Declan McCullagh declan at well.com
Wed Jan 24 01:06:38 PST 2007


The Bush administration has made it entirely clear that new laws forcing
Internet service providers to save certain customer records for police
convenience will be a priority this year. The concept is called data
retention (also known as treating all Americans as suspects).

This is not entirely new. The Bush Justice Department has been quietly
shopping it around since at least mid-2005; I wrote about it at the time:
http://news.com.com/Your+ISP+as+Net+watchdog/2100-1028_3-5748649.html

But bureaucracies take a while to really get organized, and it wasn't
until last year that Gonzales and Mueller got their talking points lined
up and found some uncritical sympathizers in the U.S. Congress to carry
their water for them.

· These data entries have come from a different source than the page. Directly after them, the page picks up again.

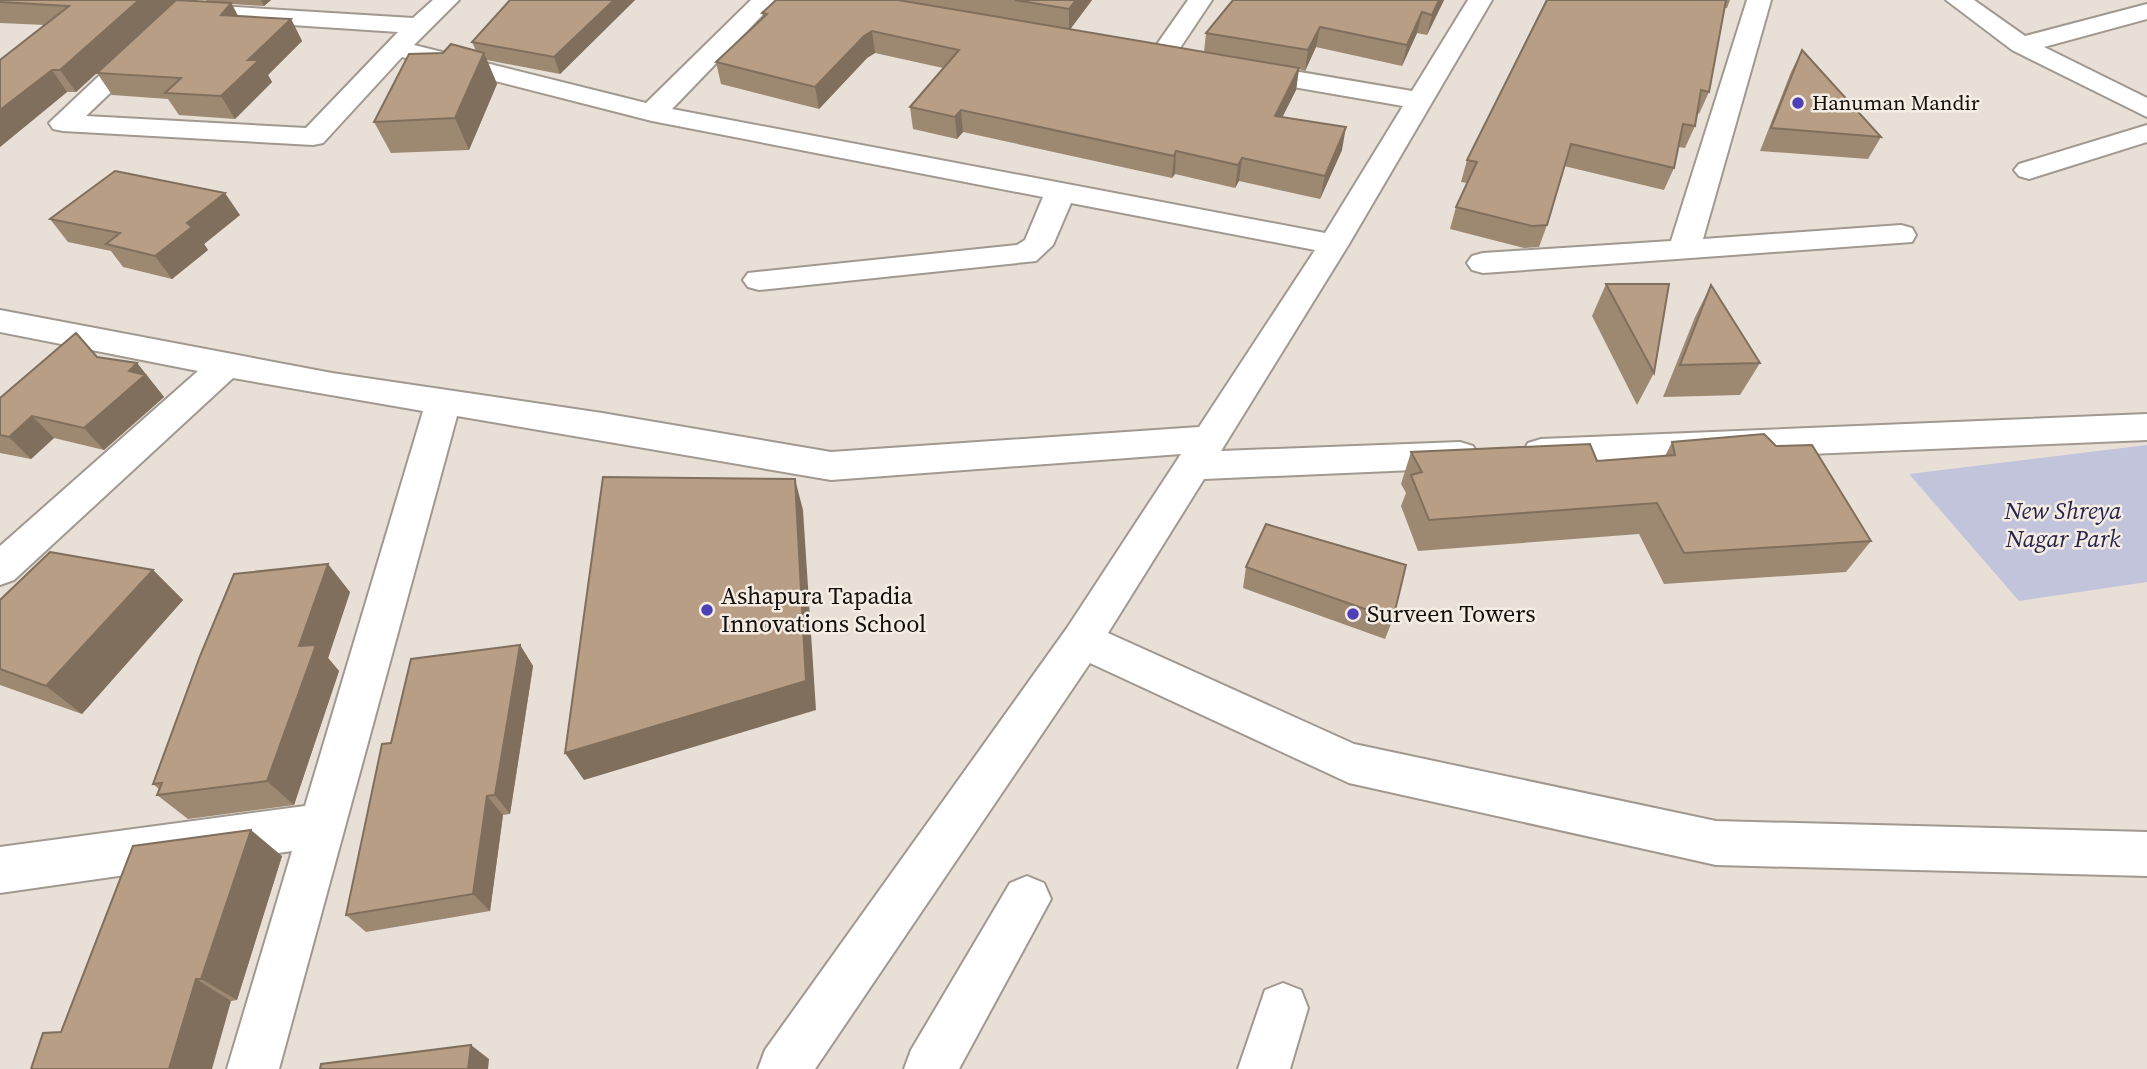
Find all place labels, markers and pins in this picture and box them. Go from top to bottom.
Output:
place label: Hanuman Mandir [1812,88,1980,117]
marker: Hanuman Mandir [1790,95,1806,111]
place label: Ashapura Tapadia Innovations School [721,579,926,640]
place label: Surveen Towers [1367,597,1536,630]
marker: Ashapura Tapadia Innovations School [699,602,715,618]
marker: Surveen Towers [1345,606,1361,622]

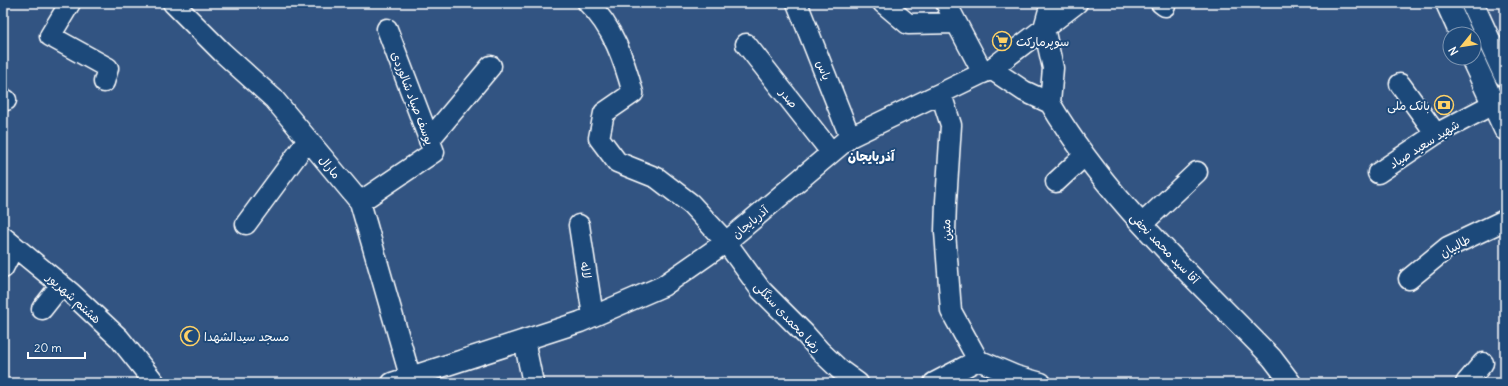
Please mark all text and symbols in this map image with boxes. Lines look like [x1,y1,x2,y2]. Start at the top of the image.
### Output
north arrow [1442,26,1482,66]
supermarket icon: سوپرمارکت [991,30,1013,52]
place label: سوپرمارکت [1016,34,1069,50]
text: N [1445,44,1461,58]
street label: یوسف صیاد شالوردی [388,49,438,147]
street label: یاس [813,58,835,82]
street label: صدر [776,84,801,111]
bank icon: بانک ملی [1433,94,1455,116]
place label: بانک ملی [1387,98,1430,114]
street label: شهید سعید صیاد [1386,116,1462,172]
district label: آذربایجان [848,148,895,165]
street label: مارال [316,152,344,182]
street label: آذربایجان [729,202,773,242]
street label: آقا سید محمد نجفی [1127,209,1203,288]
street label: متین [938,219,954,241]
street label: طالبیان [1437,232,1473,261]
street label: لاله [577,261,595,279]
street label: هشتم شهریور [42,269,105,328]
street label: رضا محمدی سنگلی [751,279,825,356]
mosque icon: مسجد سیدالشهدا [179,325,201,347]
place label: مسجد سیدالشهدا [204,329,289,345]
scale bar [28,334,85,360]
text: 20 m [34,340,62,355]

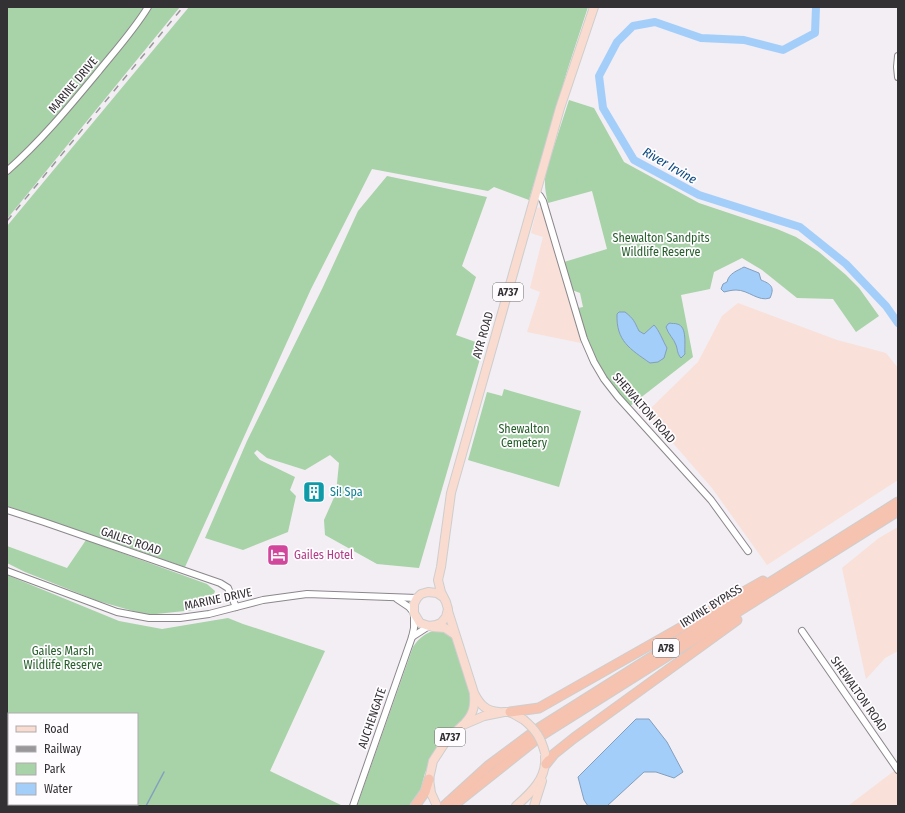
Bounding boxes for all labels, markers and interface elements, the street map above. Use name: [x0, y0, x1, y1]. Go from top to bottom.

Here's a timeline:
http://news.com.com/2100-1028_3-6118283.html

This brings us to the key questions: What's the scope? Who will have to
comply, and what type of data will be forcibly retained?

Certainly broadband Internet service providers will be regulated. But
how about coffee shops, bookstores, companies (like CNET) that provide
free open wireless points, or even private individuals who do? Will they
have to keep logs of who connects and what their users do? FBI and DOJ
have also talked about search engines being forced to comply:
http://news.com.com/2100-7348_3-6126877.html

This may not be a big deal for Google, which seems to want to retain all
user search data until the heat death of the universe, but it does limit
the valuable competition over privacy-friendly practices that's taking
place among search engines. AOL says it deletes personally identifiable
search data after 30 days (and does not keep backups), and Ixquick.com
is trying to differentiate itself from its rivals by embracing what its
CEO told me was "the privacy cause":
http://news.com.com/2100-1025_3-6034626.html
http://news.com.com/2100-1025_3-6103486.html

Domain name registrars have also been mentioned as targets of
regulation. Rep. Bart Stupak, a privacy-impaired Democrat now in a
position to make some mischief as chairman of an oversight subcommittee,
said in September that: "If we do compel data retention, is there any
reason Web hosting sites should be treated differently than ISPs?" See:
http://energycommerce.house.gov/Subcommittees/ovin.shtml
http://news.com.com/2100-1028_3-6119878.html

GoDaddy's general counsel was on the panel and, unfortunately for the
well-being of thousands of her customers, chose to curry favor by
agreeing with this constitutionally-challenged politico rather than
standing on principle. She allowed that such a law would be "productive"
for law enforcement but should not include the content of communications.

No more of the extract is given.